Now a word as to the manner in which these images are received. You will naturally want to know how a mind-reader can tell what he is getting. Can he hear it; can he see it, or how? All ways; I will explain: The most common form of receiving a telepathic message is through the agency of a mental image. That is to say, the mind-reader has before his closed and bandaged eyes a black surface usually. We will say that the figure 10 is the image projected. He will see many numbers likely but none distinct. Finally 10 comes and stays. He knows that is the one sent; or at least, he is pretty certain.

If he has spent a long time at the work it is probable that he receives his messages through what we would term "Clairaudience," or he hears them - as the girl I mentioned - spoken. It may be a name, yet it is repeated in his ear as plainly as though he had a confederate standing beside him telling him everything as it was selected.

The next is through intuition. That is when the message is sent, it mingles with the thoughts of the receiver and he learns to tell what are his and what are originated somewhere else.

In every-day life we receive telepathic images in the same way. They usually come as though they were originated by ourselves. We will think that we have formed that certain line of thought when we actually have received it from some other source. Occasionally, when we arc in the right condition, we hear it, but generally get it in the way just described.

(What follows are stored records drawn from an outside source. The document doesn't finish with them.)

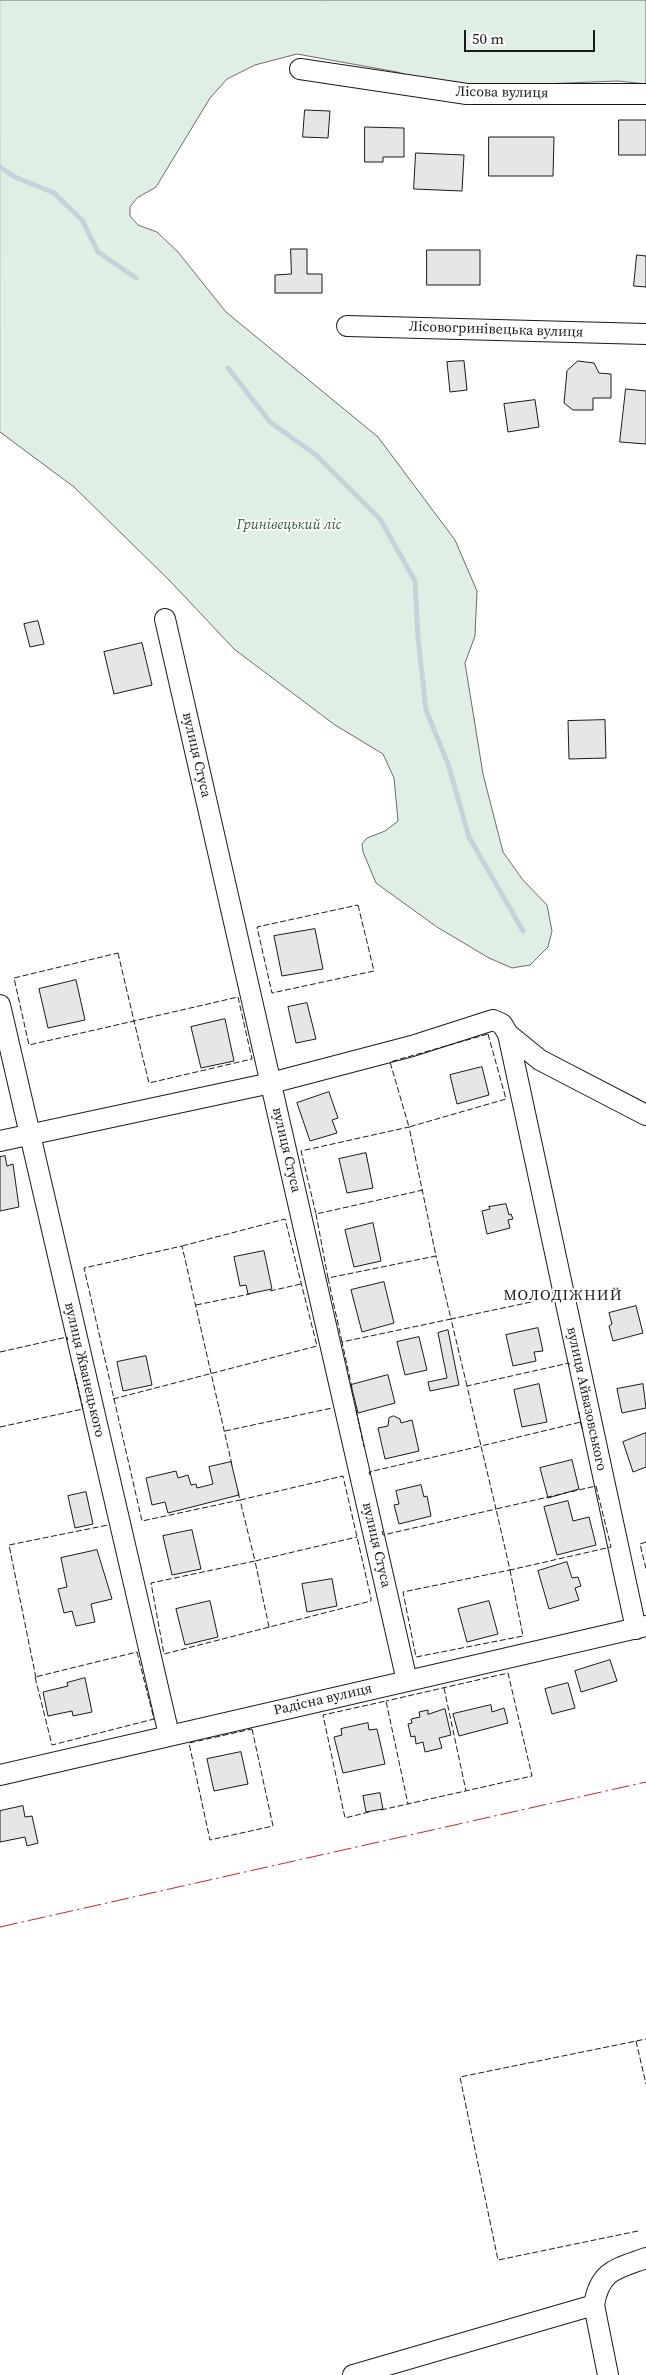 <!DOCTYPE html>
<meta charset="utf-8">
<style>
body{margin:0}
#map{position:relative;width:646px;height:2375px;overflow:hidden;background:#fff;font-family:"Source Serif 4",serif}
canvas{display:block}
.scale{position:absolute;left:464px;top:30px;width:131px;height:22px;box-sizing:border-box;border:2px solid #1a1a1a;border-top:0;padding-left:6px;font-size:15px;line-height:18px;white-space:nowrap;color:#1a1a1a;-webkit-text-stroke:4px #fff;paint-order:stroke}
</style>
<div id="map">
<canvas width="646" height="2375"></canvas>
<div class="scale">50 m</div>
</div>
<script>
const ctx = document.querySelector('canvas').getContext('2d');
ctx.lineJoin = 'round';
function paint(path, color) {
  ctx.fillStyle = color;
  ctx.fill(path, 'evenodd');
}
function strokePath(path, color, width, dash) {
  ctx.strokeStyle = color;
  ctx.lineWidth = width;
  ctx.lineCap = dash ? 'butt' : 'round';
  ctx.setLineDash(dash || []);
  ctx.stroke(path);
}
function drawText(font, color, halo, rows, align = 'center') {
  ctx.font = font + ' "Source Serif 4",serif';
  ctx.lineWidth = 4;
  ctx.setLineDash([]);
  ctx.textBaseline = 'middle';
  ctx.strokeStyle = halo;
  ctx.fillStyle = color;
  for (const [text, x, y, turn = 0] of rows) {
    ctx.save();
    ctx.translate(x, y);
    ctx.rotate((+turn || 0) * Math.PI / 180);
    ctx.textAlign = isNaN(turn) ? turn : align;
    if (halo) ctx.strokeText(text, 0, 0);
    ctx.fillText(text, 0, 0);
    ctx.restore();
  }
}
const green = new Path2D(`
 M0,0h646v84l-28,-3 -127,5 -47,-1 -47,-13 -100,-18 -42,11 -28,14 -17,19 -54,89 -19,11 -7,9v9l8,9 19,7 21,20 48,60 152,125 77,103 22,51 -2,45 -10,27 18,111 20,78 20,28 24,25 5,26 -4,16 -18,18 -18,3 -23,-10 -52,-31 -61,-44 -13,-31 -1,-8 5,-6 18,-7 13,-10 -4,-43 -11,-24 -48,-29 -101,-76 -64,-68 -96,-94 -74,-55z`);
paint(green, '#e0efe3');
strokePath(green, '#6a6a6a', 1);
strokePath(new Path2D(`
 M0,167l15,10 39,16 28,27 16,32 38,26
 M228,368l42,54 46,33 64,64 35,62 3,57 8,72 22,54 21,73 54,94`), '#c6d2dc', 5);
const building = new Path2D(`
 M305,110l25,1 -2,27 -25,-1z
 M619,120h27v35h-27z
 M365,127l39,1v29h-21v5h-18z
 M489,137h65l-1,39h-64z
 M416,153l48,2 -2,36 -48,-2z
 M291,249h16v25h15v19h-47v-18l16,-1z
 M427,250h53v35h-53z
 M637,255l9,1v31l-12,-1z
 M464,361l3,29 -17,2 -3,-30z
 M578,361l16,2 5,10 12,1v24h-18v12h-20l-9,-7 3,-32z
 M626,389l20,2v53l-26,-2z
 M535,400l4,27 -31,5 -4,-28z
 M38,621l6,23 -14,3 -6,-23z
 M142,643l10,42 -38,9 -10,-42z
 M605,720l1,38 -37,1 -1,-38z
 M315,929l8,40 -41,7 -8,-40z
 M76,980l9,40 -37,8 -9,-39z
 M307,1003l9,36 -20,4 -8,-36z
 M225,1019l9,42 -33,7 -10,-41z
 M482,1067l7,28 -32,9 -7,-29z
 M329,1092l9,26 -6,2 5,13 -27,8 -13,-38z
 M366,1153l7,35 -26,5 -8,-34z
 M5,1156l2,10 6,-2 6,43 -19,4v-54z
 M506,1204l3,11 2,-1 2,5 -5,1 2,8 -23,6 -5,-23 8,-2 -1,-2z
 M373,1223l8,38 -27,6 -9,-37z
 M264,1251l8,38 -24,5 -2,-9 -6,1 -6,-29z
 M384,1282l10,41 -32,9 -11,-42z
 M636,1306l7,27 -30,8 -4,-15 3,-2 -3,-11z
 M538,1328l5,23 -9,1 2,9 -23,5 -7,-31z
 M448,1330l11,55 -29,6 -2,-9 19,-4 -9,-45z
 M419,1337l8,33 -22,5 -8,-33z
 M146,1356l6,29 -29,6 -6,-29z
 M388,1375l7,28 -37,10 -7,-28z
 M539,1384l8,38 -25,5 -8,-37z
 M643,1384l3,24 -24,5 -5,-24z
 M394,1416l6,3 1,4 11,-3 7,31 -34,8 -7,-31 10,-2 1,-8z
 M646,1433v34l-13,5 -10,-30z
 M572,1460l7,29 -31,9 -8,-30z
 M231,1462l8,33 -71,18 -3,-11 -13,3 -6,-27 30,-7 2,7 10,-3 3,10 5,-1 1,4 16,-4 -4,-17z
 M421,1485l3,12 3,-1 4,20 -32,8 -5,-19 5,-1 -3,-13z
 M86,1492l7,32 -18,4 -7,-32z
 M568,1501l5,20 16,-4 7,28 -39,10 -13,-48z
 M192,1530l9,39 -29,6 -9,-39z
 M97,1550l15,49 -21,5 4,18 -19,4 -4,-15 -8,2 -6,-24 9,-2 -6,-29z
 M567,1562l5,16 6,-1 3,9 -6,2 4,12 -30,9 -11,-38z
 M332,1579l5,27 -30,6 -5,-28z
 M210,1601l8,36 -33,8 -9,-36z
 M489,1601l9,33 -31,8 -9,-33z
 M610,1660l7,21 -36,11 -6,-21z
 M85,1678l7,34 -19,4 -1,-5 -24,5 -5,-24 25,-6 -1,-3z
 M568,1683l7,25 -23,6 -7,-25z
 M491,1705l1,7 12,-4 4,15 -49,13 -6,-22z
 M445,1709l6,26 -12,3 3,10 -17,4 -2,-10 -7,2 -1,-8 -4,1 -3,-13 4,-1 -1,-4 9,-2 -1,-5 9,-2v4z
 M368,1723l1,7 8,-1 8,35 -42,9 -9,-36 8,-2 -1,-6z
 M241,1752l7,32 -34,7 -7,-32z
 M380,1793l3,16 -17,3 -3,-16z
 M23,1806l2,11 7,-1 6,27 -11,3 -2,-9 -25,5v-31z`);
paint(building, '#e6e6e6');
strokePath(building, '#1a1a1a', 1);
const minor = new Path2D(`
 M300,69l167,25h179
 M347,326l299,8
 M165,619l242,1062
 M0,1005l169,730
 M508,1034l32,26 106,55
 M0,1141l271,-58 141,-37 81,-26 9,4 6,10 128,595
 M0,1775l646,-149
 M594,2305l14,70
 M353,2375l241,-70c6,-35 22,-36 52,-47`);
strokePath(minor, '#1a1a1a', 22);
strokePath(minor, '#fff', 20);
strokePath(new Path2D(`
 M358,905l16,66 -102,22 -15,-66z
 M118,953l16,68 -105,24 -15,-67z
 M238,997l14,62 -103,24 -15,-62z
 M488,1034l18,65 -97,28 -19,-65z
 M316,1214l12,64 108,-22 -27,-129 -108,24 15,63 107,-24
 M328,1278l14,64
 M270,1291l31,-7
 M196,1305l54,-11
 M0,1352l67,-15 1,3
 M467,1386l-16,-67 104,-22 1,2
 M352,1388l-10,-46 109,-23 -15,-63
 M113,1399l204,-53 -32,-127 -103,27
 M356,1410l8,37
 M579,1412l2,13
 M0,1427l83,-18 -8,-35
 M225,1431l107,-23
 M232,1465l-50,-219 -98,22 58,253 98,-21 15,61 -104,22 13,71 207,-53v-3
 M370,1475l-1,-3 112,-26 -14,-60 102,-23v3
 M596,1486l15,61 -101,23 -14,-61z
 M238,1492l2,8 103,-24 28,122
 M382,1531l1,4 113,-26 -15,-63 100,-24 2,10
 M646,1542l-6,2 6,25
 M510,1570l13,66 -107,21 -13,-65z
 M269,1627l-14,-66 102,-24
 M137,1652l17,67 -102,26 -17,-68z
 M36,1678l-27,-133 99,-20
 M444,1688l22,103
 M252,1729l21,97 -63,14 -21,-97z
 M381,1810l151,-34 -24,-103 -122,28
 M369,1812l-24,6 -22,-103 63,-14 22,103
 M636,2041l10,43
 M638,2231l-140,29 -38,-183 186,-38`), '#1a1a1a', 1, [6, 2.5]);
strokePath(new Path2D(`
 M0,1927l646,-145`), '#c62828', 1, [18, 4, 2.5, 4]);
drawText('14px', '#1a1a1a', '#fff', [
 ["Лісова вулиця",502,93,1],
 ["Лісовогринівецька вулиця",496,330,2],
 ["вулиця Стуса",196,755,77],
 ["вулиця Стуса",286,1150,77],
 ["вулиця Жванецького",84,1370,77],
 ["вулиця Айвазовського",586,1399,78],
 ["вулиця Стуса",376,1545,77],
 ["Радісна вулиця",323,1700,-13]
]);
drawText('italic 14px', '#2b5a34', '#fff', [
 ["Гринівецький ліс",289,525]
]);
ctx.letterSpacing = '1px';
drawText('15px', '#1a1a1a', '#fff', [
 ["МОЛОДІЖНИЙ",563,1296]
]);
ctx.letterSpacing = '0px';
</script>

But we will pass the phenomena of mind-reading here and look for the lessons it teaches us. As I have stated previously, psychology can be of use to us only as it teaches us lessons that we can apply to everyday life. I believe that we have a few lessons to learn from mind-reading. It teaches us how to become passive. The operator about to receive impressions, sits very still. He learns that he must relax his muscles and put his mind at rest. If we were to take up the methods he employs and apply them to our lives, we would find that the proposition of rest is not as hard a problem to solve as we at first thought. It also teaches us that, closely allied to this passive restful state, is the practice of mediation. It is safe to say that people do not generally see the power that lies in mediation. It is the absorbtion of what we have learned. In study we learn to use the faculties of observation and reflection. These are located in the forehead; they are necessarily objective, or conscious faculties. But it is seldom that one uses his meditation in the right direction. He exhausts too much nerve force in his process of thinking. The average student will study hours and hours to get his lesson. He crowds his brain and the result will finally be brain fag or nervous exhaustion, taking the form of a general break-down or nervous prostration. If he would study less and take more time for the absorbtion of those studies he would have his lessons better and he would be brighter for it.

In reading an interesting story, we can sit for hours at a time and not experience fatigue. When we are through with the book we can relate the story accurately. Why cannot the student do the same thing? In reading an interesting story, we are passive, calm and at ease in every respect. We like to draw our chairs up to the fire on a wintry or rainy day, lean back in the cushions and put our feet upon a stool. Then we are comfortable. We settle down and - Concentrate. Our concentration is passive and there is nothing in the process that should exhaust in the least.

Students of the occult do not appreciate this fact as fully as they should. They will try to accomplish with the subconscious what should be accomplished with the conscious. They learn to cast grave shadows of doubt on the conscious and believe that the subconscious is the all-powerful. Mediation is one of the greatest mental exercises and mediums of thinking out problems known to psychologists. But the mind and body must be at rest before we can receive the fullest benefits.

People who use mediation go about it in vastly different ways, according to the individual habits and modes of living. In the Orient, the adept will seclude himself from his fellows and remain in the depths of the jungle. He will practice mediation, but instead of thinking of outside objects he will apply this mental power to himself, "looking inwardly," as he might express it. He will concentrate on the tip of his nose for hours at a time. He will mediate upon the sense of taste and the result is he makes it very acute. He will mediate upon the powers of his soul and in the end he has acquired powers that you and I would scarcely believe existed. But we could not do the same thing here in the Occident. We have to pay rent, buy clothing and food and meet many other obligations that serve to keep these inner powers in abeyance.

The workman who has things over which he wishes to think will wait until after supper; then he will light his pipe and retire to the comfortable shade of a tree in his back yard. As he watches the smoke curl upward he will build up the fabric of his thoughts. He will dream of what might be and will try to solve the problem. The workman that does this is quite frequently the one who succeeds. The man who gives way to his temper will fail.